«Questa è la mia ultima rubrica per il New York Times, dove ho iniziato a pubblicare le mie opinioni nel gennaio 2000. Mi ritiro dal Times, non dal mondo, quindi continuerò a esprimere le mie opinioni in altri luoghi. Ma questa mi sembra una buona occasione per riflettere su cosa è cambiato in questi ultimi 25 anni».
Le ragioni dell’congedo
Inizia con queste parole l’ultimo articolo scritta dal premio Nobel per l’Economia Paul Krugman per il New York Times, almeno in qualità di editorialista. Lo scorso 6 dicembre la direttrice della pagina delle opinioni Kathleen Kingsbury aveva annunciato l’intenzione di Krugman di lasciare la sua rubrica, e quel giorno è arrivato. Scrivendo sulla piattaforma social BlueSky, l’economista aveva spiegato di aver chiaro di lasciare «alla caccia di maggior libertà in termini di stile e contenuto».

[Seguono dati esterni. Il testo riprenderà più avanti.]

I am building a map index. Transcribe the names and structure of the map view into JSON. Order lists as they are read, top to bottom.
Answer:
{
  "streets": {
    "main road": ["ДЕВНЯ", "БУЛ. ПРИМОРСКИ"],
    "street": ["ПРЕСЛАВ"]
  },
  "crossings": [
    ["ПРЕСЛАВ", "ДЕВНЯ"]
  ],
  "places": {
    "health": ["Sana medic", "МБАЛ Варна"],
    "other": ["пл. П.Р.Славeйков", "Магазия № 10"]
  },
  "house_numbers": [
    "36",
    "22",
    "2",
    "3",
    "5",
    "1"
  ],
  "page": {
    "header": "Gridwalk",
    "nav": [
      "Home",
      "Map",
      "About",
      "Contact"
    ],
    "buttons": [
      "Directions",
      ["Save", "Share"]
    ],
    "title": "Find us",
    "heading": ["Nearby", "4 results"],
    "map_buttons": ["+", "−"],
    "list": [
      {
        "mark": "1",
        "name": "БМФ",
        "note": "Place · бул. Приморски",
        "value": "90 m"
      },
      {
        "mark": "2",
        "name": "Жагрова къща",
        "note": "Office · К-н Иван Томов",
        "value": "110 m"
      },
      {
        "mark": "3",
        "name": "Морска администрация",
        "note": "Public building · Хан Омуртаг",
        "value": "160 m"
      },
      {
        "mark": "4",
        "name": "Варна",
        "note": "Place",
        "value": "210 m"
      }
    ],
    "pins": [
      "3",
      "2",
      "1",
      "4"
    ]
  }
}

Speranza oltre il risentimento
«Ciò che mi colpisce – continua Krugman scrivendo la sua ultima rubrica per il NYT – guardando indietro, è quanto fossero ottimiste molte persone, sia qui che in gran parte del mondo occidentale, all’epoca e quanto quell’ottimismo sia stato sostituito da rabbia e risentimento. E non sto parlando solo di membri della classe operaia che si sentono traditi dalle élite; alcune delle persone più arrabbiate e risentite in America in questo momento, persone che sembrano molto probabilmente in grado di avere molta influenza sulla futura contabilità Trump, sono miliardari che non si sentono sufficientemente ammirati».
«E non è passato molto tempo da quando i miliardari della tecnologia erano ampiamente ammirati in tutto lo spettro politico, alcuni dei quali hanno raggiunto lo status di eroi popolari. Ma ora loro e alcuni dei loro prodotti affrontano la disillusione e, peggio ancora: l’Australia ha persino vietato l’uso dei social media ai bambini sotto i 16 anni.Il che mi riporta al punto che alcune delle persone più risentite in America in questo momento sembrano essere miliardari arrabbiati».
Il titolo distinto per l’ultimo intervento è indicativo: «Trovare la speranza in un’epoca di risentimento» (Finding Hope in an Age of Resentment). Fin dal titolo infatti trapela il sentiment con cui premio Nobel ha preso la decisione di lasciare il suo incarico di editorialista, alla caccia di nuove sfide e nuove opportunità di espressione.